We know enough about electron physics to suggest that there is a limit (the Chandrasekhar limit)  to how massive a white dwarf can get, and similarly we know enough about neutron physics to suggest that there is a limit (the Tolman–Oppenheimer–Volkoff limit)  to how massive a neutron star can get. Beyond this our knowledge of states of matter is shaky, so yes, there could be a quark star or some other exotic state of matter whose degeneracy pressure can counteract gravity. But the general trend is that there is a limit to such forces, and that for a sufficiently massive object there is no way to stop complete gravitational collapse.
Observational evidence for black holes typically comes down to: we know that there is a massive object in this region of space (by looking at the objects that orbit around it), and we know that it packed into a volume of space that is at least this small (by looking at accretion disk data, for example). The density we compute from that mass and volume is too high for a neutron star, so in the absence of evidence for various exotic stars/states of matter, we shall assume it is a black hole. 
EDIT: As noted by the commenters below, the density (Mass over Volume) for black holes can be quite low; it is more accurate to say that the Mass to Radius ratio becomes too high for it to be anything but a black hole (i.e. all the mass is contained within the Schwarzschild radius, and so it undergoes gravitational collapse).
A: *

*We lack direct evidence that black holes exist, but theory and indirect observations indicate that they do, e.g. there exist regions in space with gravity so strong that it curves the path of light rays significantly, the density required for compact objects that radiate high amount of energy due to inverse Compton scattering, synchrotron radiation is an indication of a black hole, density of very massive objects at the centre of galaxies etc.
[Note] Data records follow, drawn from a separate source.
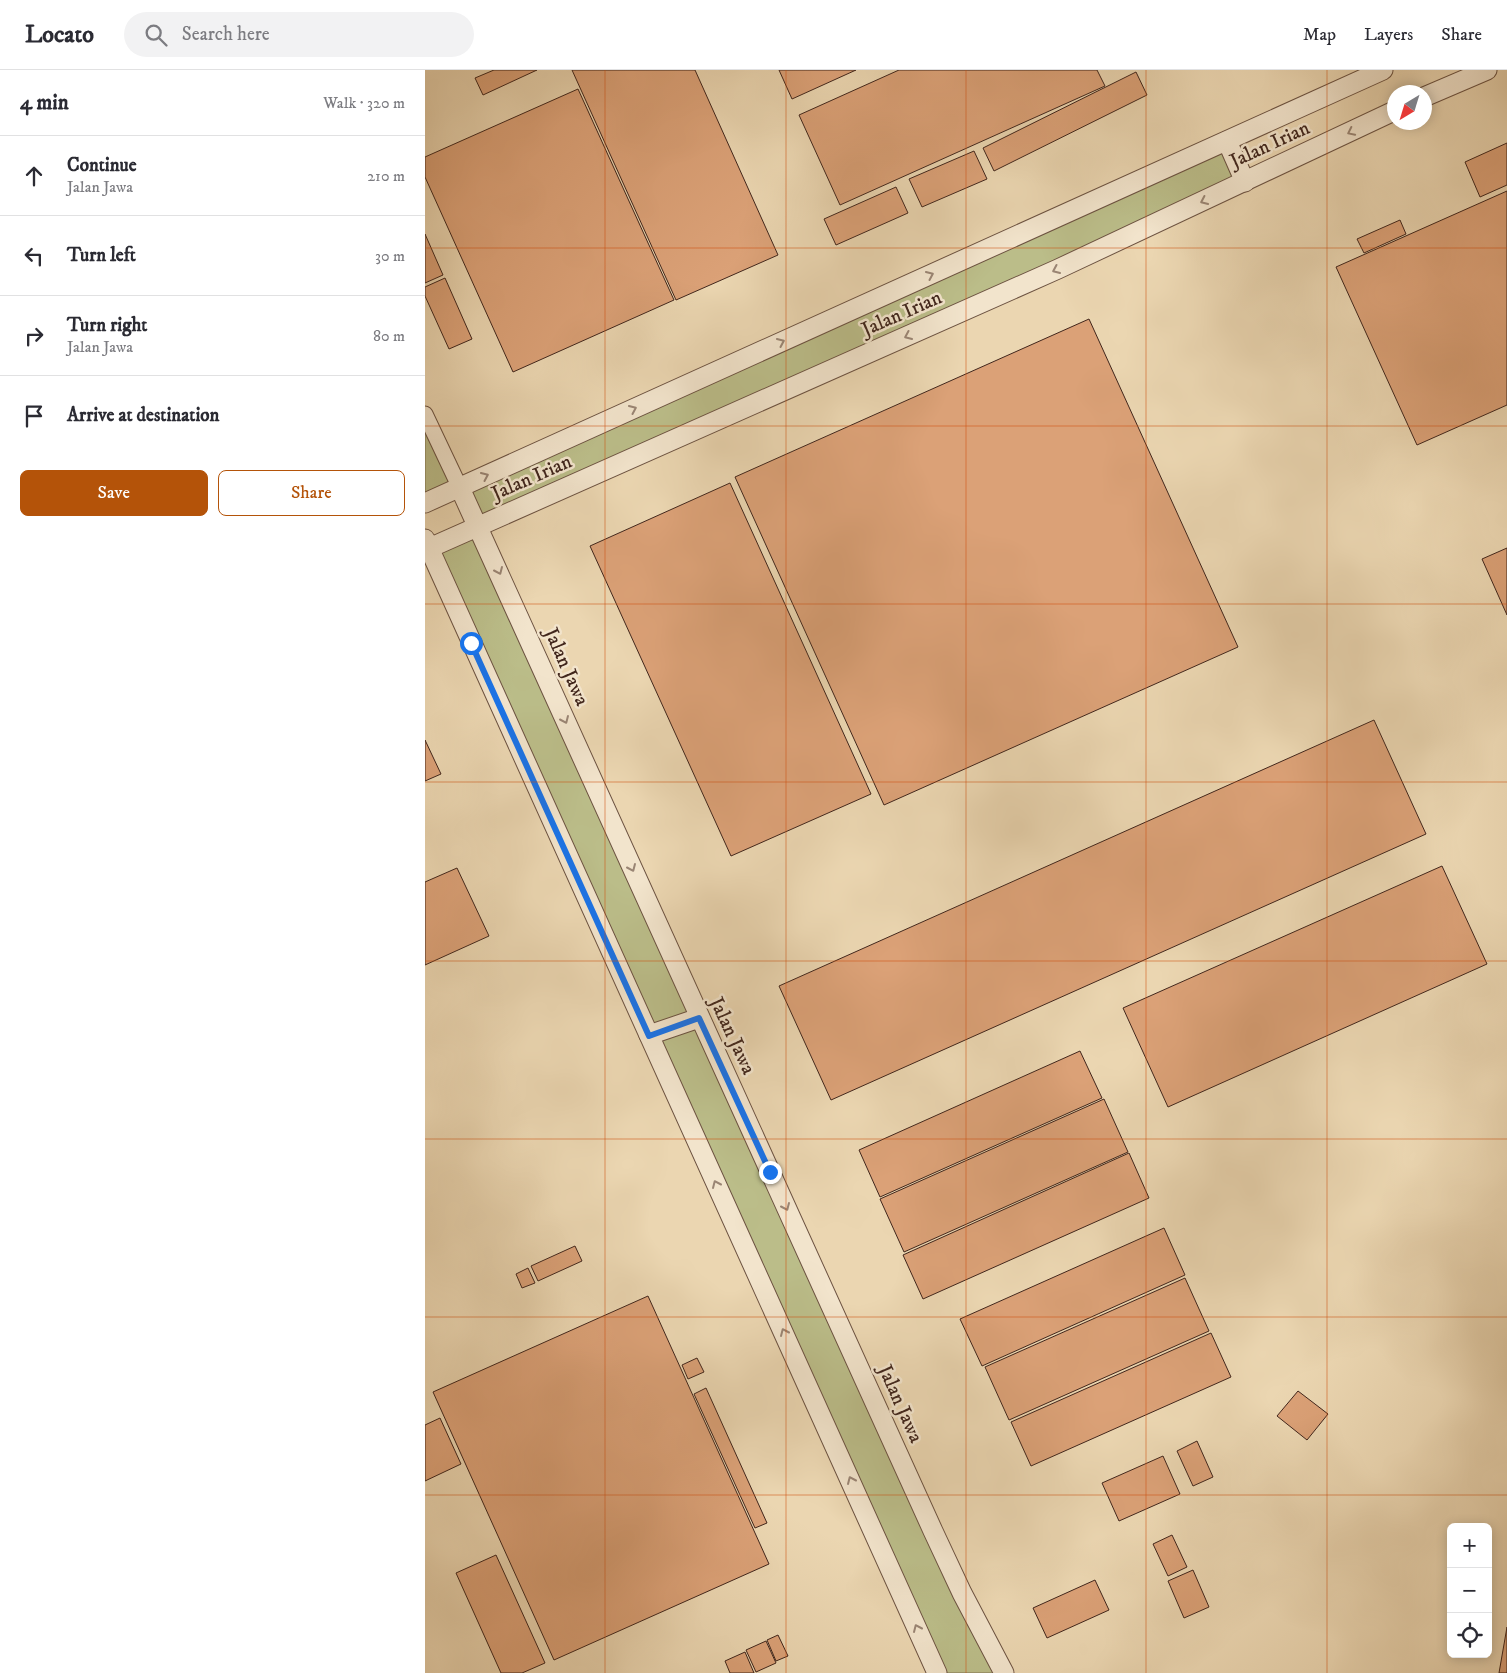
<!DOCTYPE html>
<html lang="en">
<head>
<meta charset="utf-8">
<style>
	body { margin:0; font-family:"IM FELL DW Pica",serif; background:#f2f2f3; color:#2b2b33 }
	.controls { position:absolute; right:15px; bottom:15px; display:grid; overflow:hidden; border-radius:8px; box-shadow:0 2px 12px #0003 }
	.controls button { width:45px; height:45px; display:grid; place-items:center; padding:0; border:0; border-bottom:1px solid #e1e1e2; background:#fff; color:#2b2b33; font:25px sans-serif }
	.compass { position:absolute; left:962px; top:15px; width:45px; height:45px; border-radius:50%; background:#fff; box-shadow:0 2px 12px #0003; rotate:218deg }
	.stop { position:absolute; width:15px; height:15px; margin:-11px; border:4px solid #1a73e8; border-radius:50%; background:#fff }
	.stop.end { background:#1a73e8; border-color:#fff; box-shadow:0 1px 5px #0008 }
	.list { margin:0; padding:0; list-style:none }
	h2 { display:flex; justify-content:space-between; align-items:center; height:65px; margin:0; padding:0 20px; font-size:21px }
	h2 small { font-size:16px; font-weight:400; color:#7c7c81 }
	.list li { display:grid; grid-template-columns:32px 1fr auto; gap:15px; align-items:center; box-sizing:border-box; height:80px; padding:0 20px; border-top:1px solid #e1e1e2 }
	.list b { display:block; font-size:19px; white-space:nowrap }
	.list p { margin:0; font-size:16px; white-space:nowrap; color:#7c7c81 }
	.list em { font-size:16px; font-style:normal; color:#7c7c81 }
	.actions { display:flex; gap:10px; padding:15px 20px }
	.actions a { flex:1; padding:11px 0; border:1px solid #b45309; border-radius:8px; text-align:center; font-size:18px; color:#b45309 }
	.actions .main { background:#b45309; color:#fff }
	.icon { flex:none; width:28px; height:28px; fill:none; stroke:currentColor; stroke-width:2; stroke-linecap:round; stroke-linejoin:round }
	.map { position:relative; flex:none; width:1082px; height:1603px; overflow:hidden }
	header { display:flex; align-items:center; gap:30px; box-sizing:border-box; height:70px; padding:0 25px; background:#fff; border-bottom:1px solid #e1e1e2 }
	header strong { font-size:24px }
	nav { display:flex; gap:28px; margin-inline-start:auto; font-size:18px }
	.search { width:350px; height:45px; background:#f2f2f3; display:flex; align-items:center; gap:12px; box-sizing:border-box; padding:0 18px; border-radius:28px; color:#7c7c81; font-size:19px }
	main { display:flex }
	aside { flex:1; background:#fff }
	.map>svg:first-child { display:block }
</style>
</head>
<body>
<header>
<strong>Locato</strong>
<div class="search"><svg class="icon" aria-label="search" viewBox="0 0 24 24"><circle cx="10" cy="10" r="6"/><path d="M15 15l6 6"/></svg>Search here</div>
<nav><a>Map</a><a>Layers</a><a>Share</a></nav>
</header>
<main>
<aside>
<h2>4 min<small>Walk · 320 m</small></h2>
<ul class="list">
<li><svg class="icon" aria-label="ahead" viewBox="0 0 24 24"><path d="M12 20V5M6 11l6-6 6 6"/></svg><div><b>Continue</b><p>Jalan Jawa</p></div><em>210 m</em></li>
<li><svg class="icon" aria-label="left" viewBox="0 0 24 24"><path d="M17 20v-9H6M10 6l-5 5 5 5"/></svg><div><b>Turn left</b></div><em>30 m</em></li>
<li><svg class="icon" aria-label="right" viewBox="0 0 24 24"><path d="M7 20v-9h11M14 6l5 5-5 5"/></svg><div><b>Turn right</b><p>Jalan Jawa</p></div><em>80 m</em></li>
<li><svg class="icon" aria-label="arrive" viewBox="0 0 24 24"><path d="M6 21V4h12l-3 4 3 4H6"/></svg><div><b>Arrive at destination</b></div></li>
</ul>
<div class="actions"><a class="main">Save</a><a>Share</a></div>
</aside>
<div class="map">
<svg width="1082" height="1603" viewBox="0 0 1082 1603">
	<rect width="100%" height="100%" fill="#ebd6b1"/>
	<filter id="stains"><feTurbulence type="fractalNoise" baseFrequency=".004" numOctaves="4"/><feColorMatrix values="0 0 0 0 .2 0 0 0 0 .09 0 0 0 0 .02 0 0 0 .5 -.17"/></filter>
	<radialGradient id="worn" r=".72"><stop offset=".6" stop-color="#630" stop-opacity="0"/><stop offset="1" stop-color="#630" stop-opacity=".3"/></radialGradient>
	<polygon fill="#bbbd89" stroke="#7e7252" points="802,71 820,112 54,457 579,1603 512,1603 4,478 54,457 35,418 0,433 0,341 35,417"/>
	<g fill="#dba177" stroke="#41261c">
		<polygon points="69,0 112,0 58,25 50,8"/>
		<polygon points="147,0 270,0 353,185 251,230"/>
		<polygon points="354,0 431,0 367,29"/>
		<polygon points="474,0 672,0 680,16 415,135 374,45"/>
		<polygon points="711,2 722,25 569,101 558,78"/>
		<polygon points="153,19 249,230 88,302 0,107 0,87"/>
		<polygon points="1082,73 1082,115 1055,127 1040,92"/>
		<polygon points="549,81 562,109 497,137 484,109"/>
		<polygon points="471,117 483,143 411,175 399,149"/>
		<polygon points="1082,121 1082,335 992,375 911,197"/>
		<polygon points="975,150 981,164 939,183 932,169"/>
		<polygon points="0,164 18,205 0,213"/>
		<polygon points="20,208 47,269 24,279 0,226 0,217"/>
		<polygon points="664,249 813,577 459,735 310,407"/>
		<polygon points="305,413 446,724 306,786 165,476"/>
		<polygon points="1082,478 1082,545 1057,489"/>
		<polygon points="949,650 1001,764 406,1030 354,916"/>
		<polygon points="0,670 16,704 0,711"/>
		<polygon points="1017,796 1062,894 743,1037 698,938"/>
		<polygon points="32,798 64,866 0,895 0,812"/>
		<polygon points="655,981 677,1028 455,1127 434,1080"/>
		<polygon points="679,1029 703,1082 479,1182 455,1129"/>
		<polygon points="704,1083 724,1128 498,1229 478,1185"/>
		<polygon points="739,1158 760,1205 557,1296 535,1249"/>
		<polygon points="150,1176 157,1191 113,1211 106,1196"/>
		<polygon points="103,1198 110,1213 97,1218 91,1204"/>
		<polygon points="760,1208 784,1261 584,1350 560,1297"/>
		<polygon points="223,1226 344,1494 129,1590 8,1322"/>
		<polygon points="786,1263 806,1307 606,1396 586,1352"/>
		<polygon points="272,1288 279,1302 263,1309 257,1295"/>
		<polygon points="281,1318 342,1453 330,1458 269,1324"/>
		<polygon points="873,1321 903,1344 882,1370 852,1346"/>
		<polygon points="15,1348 36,1394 0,1411 0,1355"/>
		<polygon points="772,1371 788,1407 768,1416 752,1381"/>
		<polygon points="738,1386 755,1424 694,1451 677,1413"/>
		<polygon points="747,1465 762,1497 743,1506 728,1474"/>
		<polygon points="71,1485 120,1593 97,1603 76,1603 31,1503"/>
		<polygon points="768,1500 784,1537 759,1548 743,1511"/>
		<polygon points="670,1510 684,1540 622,1568 608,1538"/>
		<polygon points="1082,1557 1082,1603 1074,1603"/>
		<polygon points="353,1565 363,1586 351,1591 342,1570"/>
		<polygon points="341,1571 351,1593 331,1602 321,1580"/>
		<polygon points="320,1582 329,1603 305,1603 300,1591"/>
	</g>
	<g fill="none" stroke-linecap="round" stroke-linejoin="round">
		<defs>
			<polyline id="minor" points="0,344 35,418"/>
			<g id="tertiary">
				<polyline points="999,27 1062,0"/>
				<polyline points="802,71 820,112"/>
				<polyline points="35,418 508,1461 537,1523 579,1603"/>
				<polyline points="0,433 958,0"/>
				<polyline points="0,469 512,1603"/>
				<polyline points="0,480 633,199 969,41"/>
				<polyline points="224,965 274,948"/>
			</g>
		</defs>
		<use href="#minor" stroke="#6c5241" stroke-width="17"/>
		<use href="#tertiary" stroke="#6c5241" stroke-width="21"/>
		<use href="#minor" stroke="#f2e4cc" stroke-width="15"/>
		<use href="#tertiary" stroke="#f2e4cc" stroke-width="19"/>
	</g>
	<defs><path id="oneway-chevron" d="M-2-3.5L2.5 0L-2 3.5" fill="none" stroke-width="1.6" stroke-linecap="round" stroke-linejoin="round" transform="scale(1.25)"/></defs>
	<g stroke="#9a8574">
		<use href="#oneway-chevron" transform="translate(926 62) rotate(154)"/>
		<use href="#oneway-chevron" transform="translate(779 131) rotate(155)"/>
		<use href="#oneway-chevron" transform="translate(631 200) rotate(156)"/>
		<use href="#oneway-chevron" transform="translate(505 205) rotate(-24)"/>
		<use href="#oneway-chevron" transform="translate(483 266) rotate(156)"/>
		<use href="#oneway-chevron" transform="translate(356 272) rotate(-24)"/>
		<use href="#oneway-chevron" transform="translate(208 339) rotate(-24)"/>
		<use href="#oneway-chevron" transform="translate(60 406) rotate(-24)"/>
		<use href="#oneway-chevron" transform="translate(74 501) rotate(66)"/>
		<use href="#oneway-chevron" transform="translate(140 650) rotate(66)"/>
		<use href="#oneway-chevron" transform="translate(207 798) rotate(66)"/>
		<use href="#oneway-chevron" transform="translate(291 1114) rotate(-114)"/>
		<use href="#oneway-chevron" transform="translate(361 1137) rotate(66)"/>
		<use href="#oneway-chevron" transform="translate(359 1262) rotate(-114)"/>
		<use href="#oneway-chevron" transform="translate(426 1410) rotate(-114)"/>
		<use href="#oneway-chevron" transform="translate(492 1558) rotate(-114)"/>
	</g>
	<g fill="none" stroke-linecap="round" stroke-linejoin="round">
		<polyline stroke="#1a73e8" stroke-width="6" points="46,573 224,966 274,948 345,1102"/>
	</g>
	<path fill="none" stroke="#cf510e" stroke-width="1" stroke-opacity="0.55" d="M180,0V1603M361,0V1603M541,0V1603M721,0V1603M902,0V1603M0,178H1082M0,356H1082M0,534H1082M0,712H1082M0,891H1082M0,1069H1082M0,1247H1082M0,1425H1082"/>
	<g text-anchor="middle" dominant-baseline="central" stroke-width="5" stroke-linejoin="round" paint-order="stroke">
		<g font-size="20" fill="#41261c" stroke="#f2e4cc">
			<text transform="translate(845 75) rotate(-25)">Jalan Irian</text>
			<text transform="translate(477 244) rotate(-24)">Jalan Irian</text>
			<text transform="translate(107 408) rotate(-24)">Jalan Irian</text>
			<text transform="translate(141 597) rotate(66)">Jalan Jawa</text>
			<text transform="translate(307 966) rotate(65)">Jalan Jawa</text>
			<text transform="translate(475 1334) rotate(66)">Jalan Jawa</text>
		</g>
	</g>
	<rect width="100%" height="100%" filter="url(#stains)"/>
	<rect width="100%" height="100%" fill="url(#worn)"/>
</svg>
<div class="controls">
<button>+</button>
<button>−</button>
<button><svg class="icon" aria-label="locate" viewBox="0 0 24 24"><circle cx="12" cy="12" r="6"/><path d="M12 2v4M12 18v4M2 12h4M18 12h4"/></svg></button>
</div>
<svg class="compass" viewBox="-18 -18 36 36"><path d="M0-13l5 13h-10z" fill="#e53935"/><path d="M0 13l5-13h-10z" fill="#7c7c81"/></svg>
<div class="stop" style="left:46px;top:573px"></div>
<div class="stop end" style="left:345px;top:1102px"></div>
</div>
</main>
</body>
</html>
Infinite density is a problem of classical relativity, the quantum theory is supposed to solve this.

*The Schwarzschild radius of a neutron star is of order of 1 km, which is inside it, as neutron stars have radius of about 10 km, so if the instrument's resolution allows to discern the corresponding angles, it will be easy to distinguish between the two, if we assume that so small black holes exist. However, a neutron star cannot effect as strong gravity field as a black hole, because the latter are believed to have greater mass. Also, neutron stars do emit light, but it is faint thermal radiation.

*Regions in space with strong gravity that create gravitational lenses and the density and mass of the cores of galaxies cannot be explained in any other way, as far as I'm aware. Also, relativity has passed all the tests posed by experiments and observations so far, there doesn't seem to exist a reason to think that it's wrong in the case of black holes.

*Neutron stars are stable configurations after the collapse of a star, models indicate that black holes are more massive, therefore neutron stars cannot collapse further. Of course, this changes in the case of accretion of mass.